### Data under study:

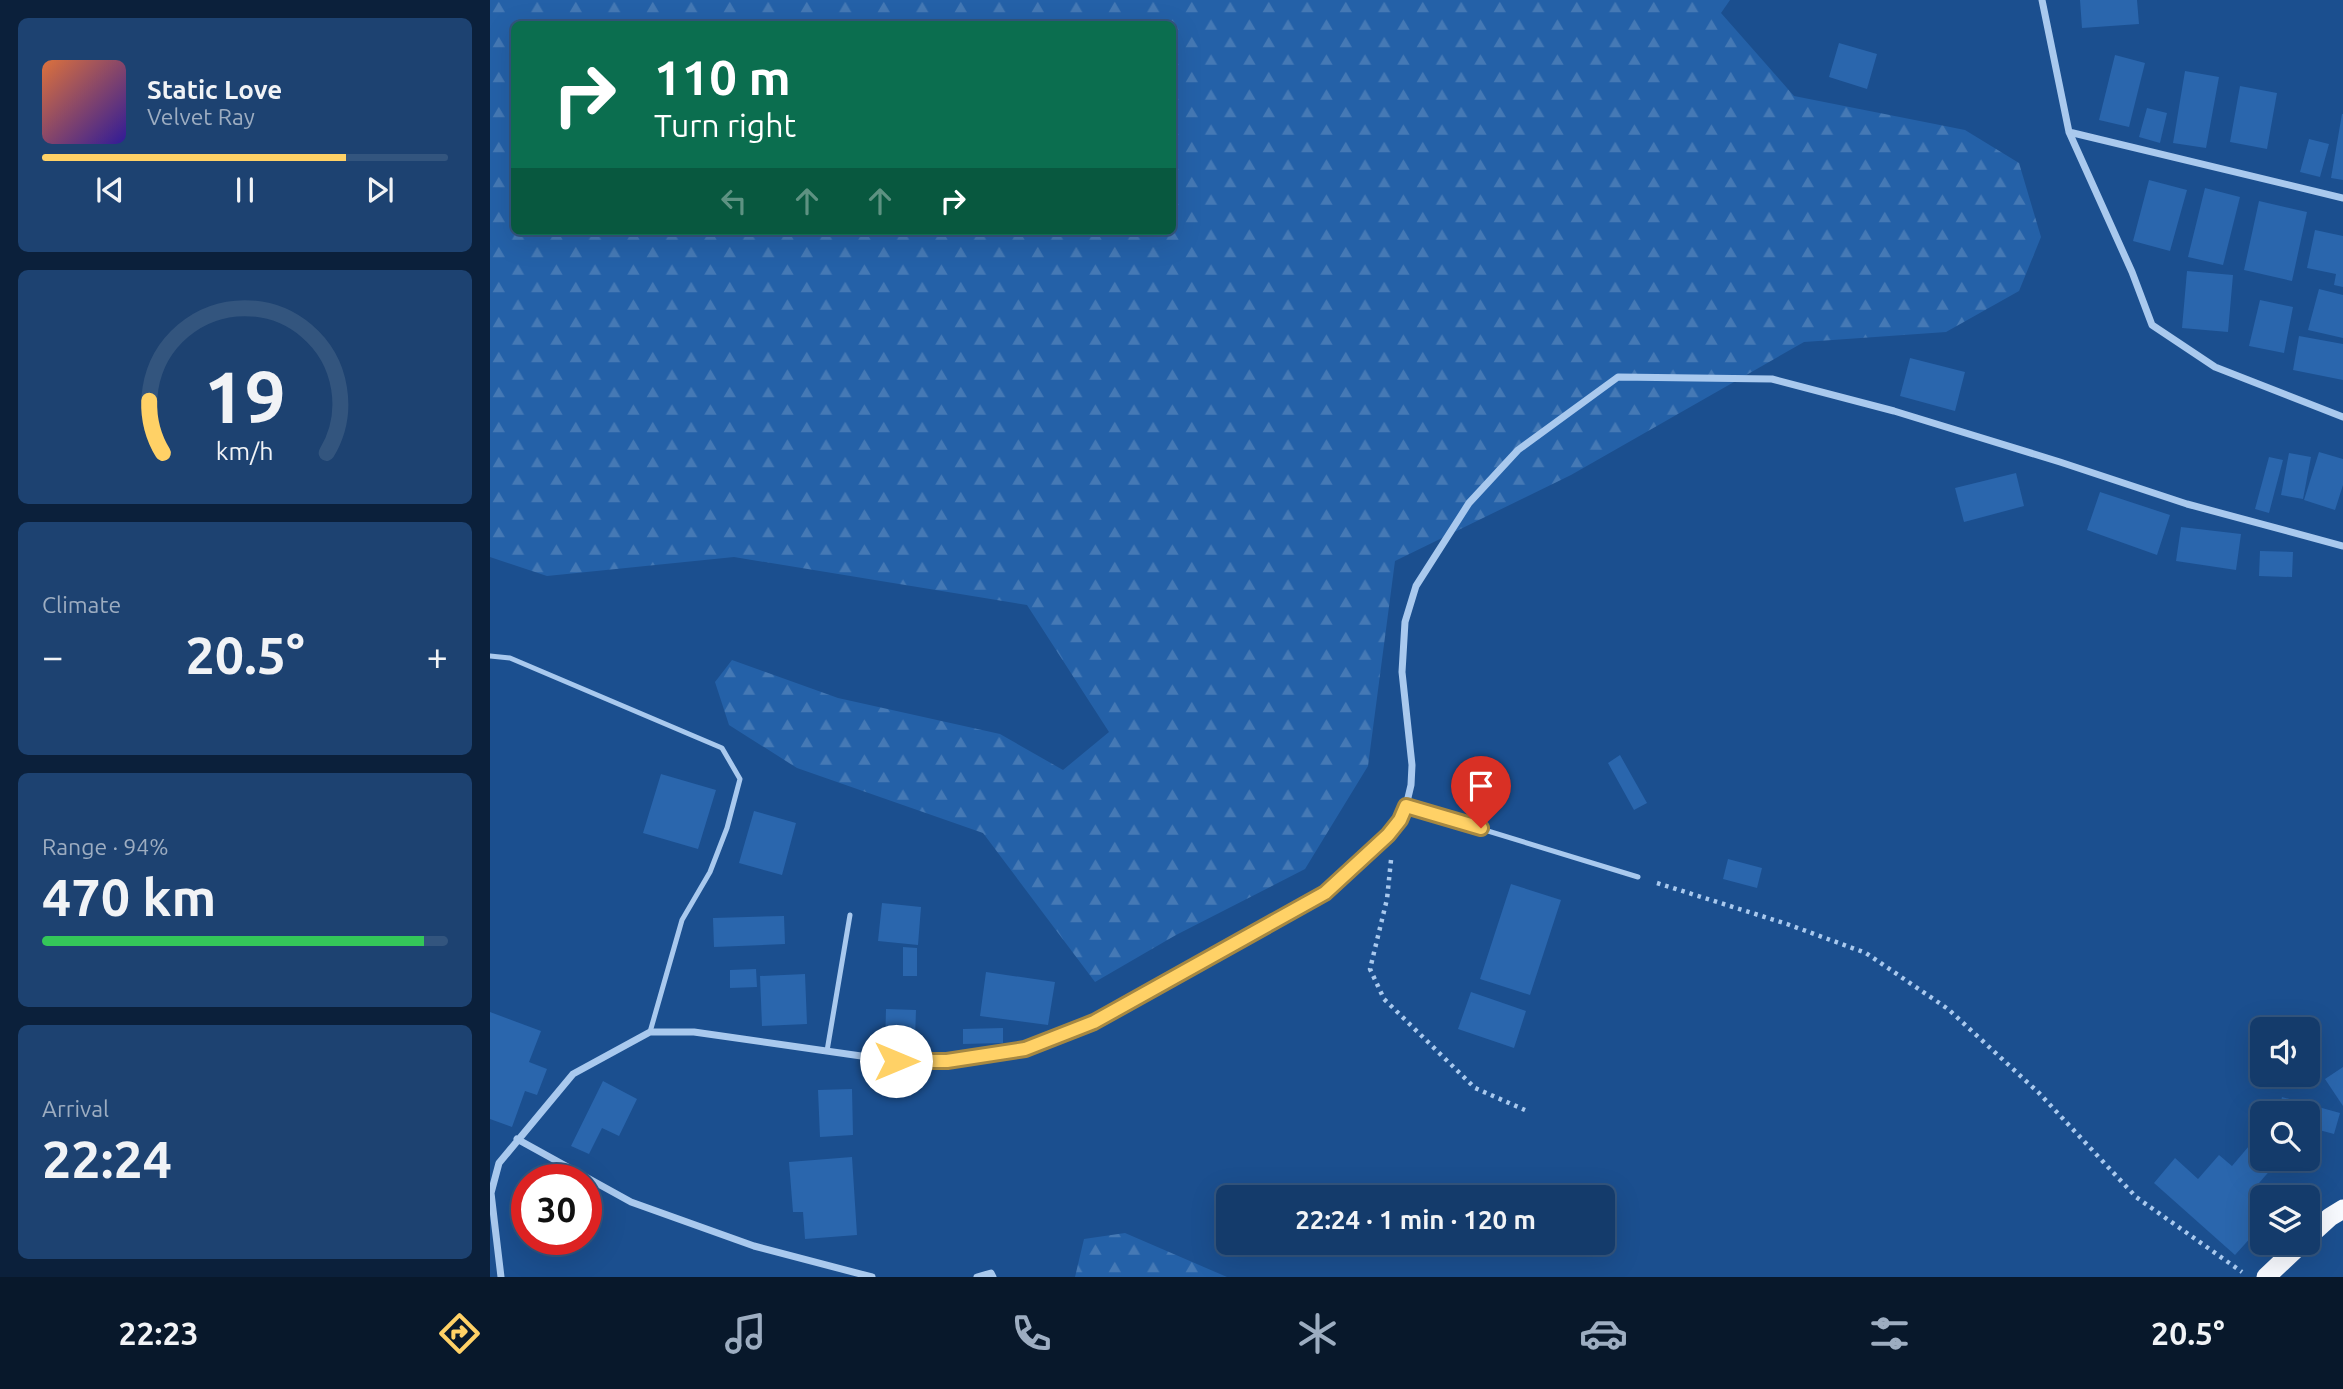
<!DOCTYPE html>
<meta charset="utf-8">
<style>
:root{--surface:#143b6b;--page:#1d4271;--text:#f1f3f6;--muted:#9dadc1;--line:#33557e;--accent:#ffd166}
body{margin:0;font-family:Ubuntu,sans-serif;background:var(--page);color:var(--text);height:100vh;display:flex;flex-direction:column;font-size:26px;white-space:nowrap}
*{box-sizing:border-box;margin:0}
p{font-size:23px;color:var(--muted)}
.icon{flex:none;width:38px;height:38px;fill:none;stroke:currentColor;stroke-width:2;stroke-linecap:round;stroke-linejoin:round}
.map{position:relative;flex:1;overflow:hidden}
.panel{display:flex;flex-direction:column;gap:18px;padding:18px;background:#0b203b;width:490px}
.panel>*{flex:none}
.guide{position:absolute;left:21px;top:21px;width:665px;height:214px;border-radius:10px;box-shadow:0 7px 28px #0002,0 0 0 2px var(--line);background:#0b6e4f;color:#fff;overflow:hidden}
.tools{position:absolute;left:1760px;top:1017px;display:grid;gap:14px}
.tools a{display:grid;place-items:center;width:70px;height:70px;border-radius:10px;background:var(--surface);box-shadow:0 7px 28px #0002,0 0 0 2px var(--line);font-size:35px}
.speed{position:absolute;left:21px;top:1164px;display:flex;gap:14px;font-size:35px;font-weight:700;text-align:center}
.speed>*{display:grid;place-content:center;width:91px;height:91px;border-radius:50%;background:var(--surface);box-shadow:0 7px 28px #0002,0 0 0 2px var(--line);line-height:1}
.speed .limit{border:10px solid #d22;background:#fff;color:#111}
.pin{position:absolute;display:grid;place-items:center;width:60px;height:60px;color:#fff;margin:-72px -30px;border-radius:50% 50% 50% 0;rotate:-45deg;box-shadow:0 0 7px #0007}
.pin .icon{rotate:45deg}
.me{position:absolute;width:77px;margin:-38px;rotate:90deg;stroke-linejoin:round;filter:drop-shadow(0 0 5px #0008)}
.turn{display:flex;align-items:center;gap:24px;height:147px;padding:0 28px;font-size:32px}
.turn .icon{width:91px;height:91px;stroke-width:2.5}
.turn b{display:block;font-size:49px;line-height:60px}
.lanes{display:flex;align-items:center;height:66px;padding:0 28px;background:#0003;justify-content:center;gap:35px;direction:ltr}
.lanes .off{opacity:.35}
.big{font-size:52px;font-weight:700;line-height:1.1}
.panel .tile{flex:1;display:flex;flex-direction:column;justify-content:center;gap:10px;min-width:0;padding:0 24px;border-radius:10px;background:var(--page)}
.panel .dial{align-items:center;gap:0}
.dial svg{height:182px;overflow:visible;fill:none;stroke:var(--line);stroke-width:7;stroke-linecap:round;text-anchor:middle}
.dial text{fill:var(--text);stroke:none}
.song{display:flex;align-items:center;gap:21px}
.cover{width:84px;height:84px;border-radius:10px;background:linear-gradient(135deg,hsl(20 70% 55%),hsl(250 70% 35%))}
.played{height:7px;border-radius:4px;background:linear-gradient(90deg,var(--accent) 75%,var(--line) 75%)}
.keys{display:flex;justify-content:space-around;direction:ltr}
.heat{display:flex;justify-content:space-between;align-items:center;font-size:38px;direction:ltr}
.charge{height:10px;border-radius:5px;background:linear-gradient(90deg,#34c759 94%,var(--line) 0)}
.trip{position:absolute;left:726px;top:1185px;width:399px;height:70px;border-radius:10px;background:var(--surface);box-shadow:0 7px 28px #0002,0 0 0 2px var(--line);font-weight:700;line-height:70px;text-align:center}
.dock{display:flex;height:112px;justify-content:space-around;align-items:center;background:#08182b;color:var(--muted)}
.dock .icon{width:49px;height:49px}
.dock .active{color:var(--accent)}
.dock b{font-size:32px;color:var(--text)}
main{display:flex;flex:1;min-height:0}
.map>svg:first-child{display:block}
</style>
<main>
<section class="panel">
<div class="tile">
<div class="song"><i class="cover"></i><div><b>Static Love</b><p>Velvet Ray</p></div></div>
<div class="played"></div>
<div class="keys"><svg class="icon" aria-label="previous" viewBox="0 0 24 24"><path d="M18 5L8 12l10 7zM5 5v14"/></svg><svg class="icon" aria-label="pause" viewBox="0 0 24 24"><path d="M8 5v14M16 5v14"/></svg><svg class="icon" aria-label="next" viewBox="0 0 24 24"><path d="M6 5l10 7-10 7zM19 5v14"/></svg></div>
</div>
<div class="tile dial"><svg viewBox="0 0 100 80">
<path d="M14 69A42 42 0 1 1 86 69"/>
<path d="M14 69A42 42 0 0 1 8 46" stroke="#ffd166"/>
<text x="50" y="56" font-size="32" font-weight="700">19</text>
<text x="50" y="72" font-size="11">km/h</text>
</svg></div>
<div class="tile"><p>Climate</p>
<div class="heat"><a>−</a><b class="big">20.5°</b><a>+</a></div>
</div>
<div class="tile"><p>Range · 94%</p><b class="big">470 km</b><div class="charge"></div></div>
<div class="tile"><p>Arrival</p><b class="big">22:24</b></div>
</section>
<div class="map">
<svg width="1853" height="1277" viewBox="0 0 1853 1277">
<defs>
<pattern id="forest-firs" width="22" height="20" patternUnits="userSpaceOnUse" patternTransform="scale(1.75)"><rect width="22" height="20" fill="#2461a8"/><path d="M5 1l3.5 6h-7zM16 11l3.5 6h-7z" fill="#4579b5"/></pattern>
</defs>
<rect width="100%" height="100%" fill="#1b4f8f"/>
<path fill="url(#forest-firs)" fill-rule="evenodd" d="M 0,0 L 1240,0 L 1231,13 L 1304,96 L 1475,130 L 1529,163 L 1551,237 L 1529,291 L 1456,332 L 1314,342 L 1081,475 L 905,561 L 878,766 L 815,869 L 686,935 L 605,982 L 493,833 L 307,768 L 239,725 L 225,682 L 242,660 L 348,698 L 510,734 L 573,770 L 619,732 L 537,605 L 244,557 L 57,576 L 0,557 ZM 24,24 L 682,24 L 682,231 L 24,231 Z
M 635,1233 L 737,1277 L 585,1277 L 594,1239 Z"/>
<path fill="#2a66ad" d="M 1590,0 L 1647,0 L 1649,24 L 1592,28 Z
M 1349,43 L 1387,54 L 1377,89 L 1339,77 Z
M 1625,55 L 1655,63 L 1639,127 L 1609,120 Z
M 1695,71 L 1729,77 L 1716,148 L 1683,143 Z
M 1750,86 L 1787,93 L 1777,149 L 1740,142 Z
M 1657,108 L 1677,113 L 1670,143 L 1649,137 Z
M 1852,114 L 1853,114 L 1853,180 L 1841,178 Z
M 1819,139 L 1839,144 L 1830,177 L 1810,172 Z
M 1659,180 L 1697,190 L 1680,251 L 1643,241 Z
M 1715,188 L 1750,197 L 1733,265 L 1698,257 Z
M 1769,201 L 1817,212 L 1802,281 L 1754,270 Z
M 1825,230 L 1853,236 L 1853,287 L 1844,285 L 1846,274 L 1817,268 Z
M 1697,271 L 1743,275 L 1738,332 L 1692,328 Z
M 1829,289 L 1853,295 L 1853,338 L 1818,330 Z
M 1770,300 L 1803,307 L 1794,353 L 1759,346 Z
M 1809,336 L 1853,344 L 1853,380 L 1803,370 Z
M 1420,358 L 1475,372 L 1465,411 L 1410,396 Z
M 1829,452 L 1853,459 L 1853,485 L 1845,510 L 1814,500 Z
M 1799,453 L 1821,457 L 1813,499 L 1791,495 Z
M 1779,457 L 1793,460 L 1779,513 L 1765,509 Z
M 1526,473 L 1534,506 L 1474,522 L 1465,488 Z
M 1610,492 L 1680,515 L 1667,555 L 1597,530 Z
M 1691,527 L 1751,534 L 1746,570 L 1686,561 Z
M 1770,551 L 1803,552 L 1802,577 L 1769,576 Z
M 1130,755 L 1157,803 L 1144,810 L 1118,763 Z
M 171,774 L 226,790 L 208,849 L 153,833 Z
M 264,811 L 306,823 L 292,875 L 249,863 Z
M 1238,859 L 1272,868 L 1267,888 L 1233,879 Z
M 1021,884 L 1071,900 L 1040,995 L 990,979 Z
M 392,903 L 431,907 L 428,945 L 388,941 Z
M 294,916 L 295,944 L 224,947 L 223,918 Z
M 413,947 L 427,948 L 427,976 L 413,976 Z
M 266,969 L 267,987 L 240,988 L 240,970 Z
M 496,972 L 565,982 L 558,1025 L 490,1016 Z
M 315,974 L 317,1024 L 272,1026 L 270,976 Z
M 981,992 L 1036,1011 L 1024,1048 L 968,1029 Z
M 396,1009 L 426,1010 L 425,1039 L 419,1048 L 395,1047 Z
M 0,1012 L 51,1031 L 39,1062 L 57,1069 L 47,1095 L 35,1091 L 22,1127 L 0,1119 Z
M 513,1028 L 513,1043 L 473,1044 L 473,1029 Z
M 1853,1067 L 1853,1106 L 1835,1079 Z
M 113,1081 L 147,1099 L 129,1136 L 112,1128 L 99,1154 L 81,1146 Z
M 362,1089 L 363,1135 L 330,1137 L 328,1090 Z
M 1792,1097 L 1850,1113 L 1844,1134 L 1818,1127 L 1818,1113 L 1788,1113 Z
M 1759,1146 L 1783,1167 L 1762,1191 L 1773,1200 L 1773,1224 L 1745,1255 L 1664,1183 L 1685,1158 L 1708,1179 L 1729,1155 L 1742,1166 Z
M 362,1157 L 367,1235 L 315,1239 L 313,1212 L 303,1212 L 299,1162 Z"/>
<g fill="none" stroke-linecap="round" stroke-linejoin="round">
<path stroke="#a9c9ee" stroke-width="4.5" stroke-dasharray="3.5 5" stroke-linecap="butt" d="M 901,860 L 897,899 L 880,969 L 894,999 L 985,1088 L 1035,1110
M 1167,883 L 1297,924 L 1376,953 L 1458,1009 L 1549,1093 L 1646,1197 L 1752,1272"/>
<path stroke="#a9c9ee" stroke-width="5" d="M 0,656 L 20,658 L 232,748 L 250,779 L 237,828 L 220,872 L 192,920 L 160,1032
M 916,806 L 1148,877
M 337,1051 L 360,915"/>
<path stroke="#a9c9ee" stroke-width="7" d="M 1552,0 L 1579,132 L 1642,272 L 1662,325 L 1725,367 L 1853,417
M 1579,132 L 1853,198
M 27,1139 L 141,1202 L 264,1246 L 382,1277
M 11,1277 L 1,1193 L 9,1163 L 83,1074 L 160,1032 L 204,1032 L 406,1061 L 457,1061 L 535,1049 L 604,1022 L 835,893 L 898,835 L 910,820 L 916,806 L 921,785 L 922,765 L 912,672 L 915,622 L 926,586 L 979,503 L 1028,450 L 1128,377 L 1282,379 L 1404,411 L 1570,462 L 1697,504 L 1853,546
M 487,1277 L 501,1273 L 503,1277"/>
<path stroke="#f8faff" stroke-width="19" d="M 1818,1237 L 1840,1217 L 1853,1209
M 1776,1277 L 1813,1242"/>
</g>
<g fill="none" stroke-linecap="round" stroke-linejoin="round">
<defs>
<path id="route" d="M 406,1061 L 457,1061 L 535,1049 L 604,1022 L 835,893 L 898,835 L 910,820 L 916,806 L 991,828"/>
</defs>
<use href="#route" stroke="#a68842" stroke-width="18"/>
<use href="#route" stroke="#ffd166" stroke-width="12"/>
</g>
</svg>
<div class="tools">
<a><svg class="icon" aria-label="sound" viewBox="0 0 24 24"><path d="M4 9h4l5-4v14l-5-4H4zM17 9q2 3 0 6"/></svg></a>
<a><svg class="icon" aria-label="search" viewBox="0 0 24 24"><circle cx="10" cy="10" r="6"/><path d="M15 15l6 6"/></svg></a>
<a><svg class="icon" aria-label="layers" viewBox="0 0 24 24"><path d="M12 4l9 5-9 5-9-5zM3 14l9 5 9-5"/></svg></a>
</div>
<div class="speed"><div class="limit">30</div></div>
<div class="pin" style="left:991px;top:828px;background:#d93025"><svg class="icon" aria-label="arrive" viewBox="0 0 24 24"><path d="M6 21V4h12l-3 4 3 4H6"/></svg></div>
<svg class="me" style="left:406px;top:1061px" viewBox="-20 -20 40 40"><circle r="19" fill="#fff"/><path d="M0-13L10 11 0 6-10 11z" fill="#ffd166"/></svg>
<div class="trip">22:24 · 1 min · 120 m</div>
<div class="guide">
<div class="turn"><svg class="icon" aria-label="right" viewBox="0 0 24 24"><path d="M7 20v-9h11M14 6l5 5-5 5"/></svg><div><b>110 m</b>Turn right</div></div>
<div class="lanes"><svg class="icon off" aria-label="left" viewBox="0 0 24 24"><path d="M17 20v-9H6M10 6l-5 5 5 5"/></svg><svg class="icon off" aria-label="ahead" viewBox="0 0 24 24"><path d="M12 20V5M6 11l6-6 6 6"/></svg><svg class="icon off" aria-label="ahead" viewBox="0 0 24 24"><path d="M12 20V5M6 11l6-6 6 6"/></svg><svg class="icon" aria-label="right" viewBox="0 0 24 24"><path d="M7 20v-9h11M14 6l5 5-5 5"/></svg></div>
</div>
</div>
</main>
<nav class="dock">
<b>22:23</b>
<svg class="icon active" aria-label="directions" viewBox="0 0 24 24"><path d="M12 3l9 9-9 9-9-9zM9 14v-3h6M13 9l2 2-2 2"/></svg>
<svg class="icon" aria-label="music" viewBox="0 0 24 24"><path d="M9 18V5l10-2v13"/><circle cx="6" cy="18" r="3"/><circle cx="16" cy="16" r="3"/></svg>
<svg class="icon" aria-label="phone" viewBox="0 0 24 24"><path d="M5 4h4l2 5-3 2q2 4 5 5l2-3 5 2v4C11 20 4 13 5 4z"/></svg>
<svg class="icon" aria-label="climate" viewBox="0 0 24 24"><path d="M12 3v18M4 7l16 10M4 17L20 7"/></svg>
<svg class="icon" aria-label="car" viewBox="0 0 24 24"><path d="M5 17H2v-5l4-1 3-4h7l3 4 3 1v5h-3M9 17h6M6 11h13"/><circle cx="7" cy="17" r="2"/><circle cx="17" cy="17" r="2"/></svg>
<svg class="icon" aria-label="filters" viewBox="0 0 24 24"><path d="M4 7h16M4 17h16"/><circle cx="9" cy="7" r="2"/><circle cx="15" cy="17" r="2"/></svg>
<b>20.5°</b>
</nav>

### Task statement:
Above are the records. Copy every line in them holding "linear".

### Solution to this problem:
.cover{width:84px;height:84px;border-radius:10px;background:linear-gradient(135deg,hsl(20 70% 55%),hsl(250 70% 35%))}
.played{height:7px;border-radius:4px;background:linear-gradient(90deg,var(--accent) 75%,var(--line) 75%)}
.charge{height:10px;border-radius:5px;background:linear-gradient(90deg,#34c759 94%,var(--line) 0)}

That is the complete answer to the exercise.